Yesterday, The Baltimore Sun reported that Jason James Savedoff was sentenced to one year in prison for his supporting role in the theft of over sixty documents from the Maryland Historical Society. The man who convinced him to do it, collector Barry H. Landau, was discovered hoarding 10,000 documents in his Manhattan apartment, over 60% which were suspected stolen. The National Archives and Records Administration is now assisting in the return of those documents. Landau was convicted in February (read it in The Sun here).
See a brilliant little clip from a Maryland Historical Society press conference in which library staff note how they became suspicious of Landau and Savedoff, upped their monitoring of the pair, and gained visual confirmation of the theft here. Three cheers for vigilant museum staff.
Episodes such as this trouble me deeply. As a collection manager by profession, I daily walk the line for both collections and our researchers, a mantra of “preservation and access.” The idea is that if you don’t preserve collections, that part of our cultural heritage is lost and nobody can benefit from them. If you preserve collections but don’t let researchers use them, then what is the point of preserving them? As both a museum professional and a researcher, I experience both sides of the coin. It isn’t always comfortable visiting fellow institutions and learning yet another set of visiting room rules. You have to put your coat and bags here, fill out these forms, state the nature of your research, make sure this copyright notice appears in all photos, you can request so many documents at a time, use only pencil, there’s a limit on the number of photographs, museum staff will examine your belongings upon your departure, etc. But I know that each one of these rules is important to the mitigation of risk to collections. I saw that Landau and Savedoff often plied museum staff with cupcakes and cookies as one of their methods of distraction. Where was the no food/no drink in the research room rule?

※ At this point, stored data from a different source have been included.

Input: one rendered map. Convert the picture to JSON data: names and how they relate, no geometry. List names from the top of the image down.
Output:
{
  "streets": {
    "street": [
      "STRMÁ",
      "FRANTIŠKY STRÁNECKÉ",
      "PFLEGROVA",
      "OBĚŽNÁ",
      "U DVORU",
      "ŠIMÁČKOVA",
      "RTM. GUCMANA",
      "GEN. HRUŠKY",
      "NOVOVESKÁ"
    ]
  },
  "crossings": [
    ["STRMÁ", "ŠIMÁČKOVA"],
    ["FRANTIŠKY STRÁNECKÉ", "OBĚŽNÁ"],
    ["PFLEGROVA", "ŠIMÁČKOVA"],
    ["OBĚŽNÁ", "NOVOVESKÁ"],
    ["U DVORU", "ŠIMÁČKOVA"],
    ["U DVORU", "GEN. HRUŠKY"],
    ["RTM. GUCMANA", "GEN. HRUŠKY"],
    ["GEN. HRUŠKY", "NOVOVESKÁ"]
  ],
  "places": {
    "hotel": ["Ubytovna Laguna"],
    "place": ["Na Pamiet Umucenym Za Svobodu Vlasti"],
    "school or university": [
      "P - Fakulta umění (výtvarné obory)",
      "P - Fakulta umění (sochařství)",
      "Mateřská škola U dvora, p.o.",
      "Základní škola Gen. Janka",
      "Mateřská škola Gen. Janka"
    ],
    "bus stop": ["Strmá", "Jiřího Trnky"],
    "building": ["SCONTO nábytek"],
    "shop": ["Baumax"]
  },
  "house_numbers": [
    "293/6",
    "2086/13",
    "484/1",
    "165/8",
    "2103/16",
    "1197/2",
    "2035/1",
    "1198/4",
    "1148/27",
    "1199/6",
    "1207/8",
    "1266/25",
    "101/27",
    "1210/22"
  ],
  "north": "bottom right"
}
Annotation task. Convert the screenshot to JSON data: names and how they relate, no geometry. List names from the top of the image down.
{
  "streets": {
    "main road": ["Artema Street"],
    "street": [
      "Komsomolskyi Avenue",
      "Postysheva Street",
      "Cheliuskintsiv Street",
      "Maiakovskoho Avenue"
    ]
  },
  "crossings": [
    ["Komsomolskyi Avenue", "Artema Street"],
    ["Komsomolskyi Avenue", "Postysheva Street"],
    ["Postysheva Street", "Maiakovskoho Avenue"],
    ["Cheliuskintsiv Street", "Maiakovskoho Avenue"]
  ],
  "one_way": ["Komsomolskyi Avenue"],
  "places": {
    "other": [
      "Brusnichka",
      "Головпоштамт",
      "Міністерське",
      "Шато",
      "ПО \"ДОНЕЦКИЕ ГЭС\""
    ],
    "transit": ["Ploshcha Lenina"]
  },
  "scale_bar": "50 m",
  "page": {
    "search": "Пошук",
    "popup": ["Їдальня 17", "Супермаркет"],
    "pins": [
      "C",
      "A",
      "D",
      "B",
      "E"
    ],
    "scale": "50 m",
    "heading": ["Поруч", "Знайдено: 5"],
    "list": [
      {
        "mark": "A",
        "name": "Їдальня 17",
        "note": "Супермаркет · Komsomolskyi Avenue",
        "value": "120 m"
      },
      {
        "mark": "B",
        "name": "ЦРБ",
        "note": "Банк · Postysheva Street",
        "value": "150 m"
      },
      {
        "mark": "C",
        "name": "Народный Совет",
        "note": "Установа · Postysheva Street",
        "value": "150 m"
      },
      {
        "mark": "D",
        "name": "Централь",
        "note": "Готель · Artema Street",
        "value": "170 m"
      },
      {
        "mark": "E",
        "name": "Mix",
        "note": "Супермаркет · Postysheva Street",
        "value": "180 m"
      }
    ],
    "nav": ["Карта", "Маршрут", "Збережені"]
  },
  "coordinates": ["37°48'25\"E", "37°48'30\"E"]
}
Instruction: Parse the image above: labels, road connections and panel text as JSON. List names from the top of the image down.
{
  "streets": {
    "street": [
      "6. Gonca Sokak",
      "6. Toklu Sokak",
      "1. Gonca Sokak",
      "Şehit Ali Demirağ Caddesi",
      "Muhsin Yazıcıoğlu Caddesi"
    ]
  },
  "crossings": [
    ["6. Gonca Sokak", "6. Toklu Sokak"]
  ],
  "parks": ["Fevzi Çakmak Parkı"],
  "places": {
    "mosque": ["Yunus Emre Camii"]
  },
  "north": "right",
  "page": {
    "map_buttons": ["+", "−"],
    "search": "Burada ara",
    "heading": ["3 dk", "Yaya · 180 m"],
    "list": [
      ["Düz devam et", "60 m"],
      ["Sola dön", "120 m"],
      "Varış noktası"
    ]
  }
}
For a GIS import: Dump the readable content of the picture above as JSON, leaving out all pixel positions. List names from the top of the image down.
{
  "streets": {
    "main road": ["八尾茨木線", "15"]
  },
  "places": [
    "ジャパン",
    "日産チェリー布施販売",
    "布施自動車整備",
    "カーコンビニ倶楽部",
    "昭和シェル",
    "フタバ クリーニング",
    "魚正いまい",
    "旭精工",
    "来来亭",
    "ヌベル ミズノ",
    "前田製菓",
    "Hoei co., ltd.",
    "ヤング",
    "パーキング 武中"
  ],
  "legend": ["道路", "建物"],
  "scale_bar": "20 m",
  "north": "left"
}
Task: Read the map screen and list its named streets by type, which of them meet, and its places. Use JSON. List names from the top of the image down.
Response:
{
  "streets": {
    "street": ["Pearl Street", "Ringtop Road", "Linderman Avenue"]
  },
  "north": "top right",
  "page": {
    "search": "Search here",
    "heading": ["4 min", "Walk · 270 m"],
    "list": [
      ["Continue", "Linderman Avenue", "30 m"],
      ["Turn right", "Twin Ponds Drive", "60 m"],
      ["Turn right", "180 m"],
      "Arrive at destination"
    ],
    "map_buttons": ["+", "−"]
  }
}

When you finally clear the hurdles (always administered by friendly archives staff, who I find are some of the most patient people on earth), you sit and you wait for your requested documents to arrive. For a researcher, that moment when the cart rolls up to you and into your hands come indentures, court records, photographs, wills, 18th century newspapers, and so forth, you count yourself among the very fortunate. Most researchers (and some thieves, certainly) are fueled by passion for their subject, rather than greed and a callous disregard for our nation’s joint ownership of history.
Museums want their collections to be used and written about. But scum like Landau and Savedoff ruin it for everybody when they steal documents. It requires museums to place more restrictions around access in order to preserve their collections. Heritage thieves cause us all to lose.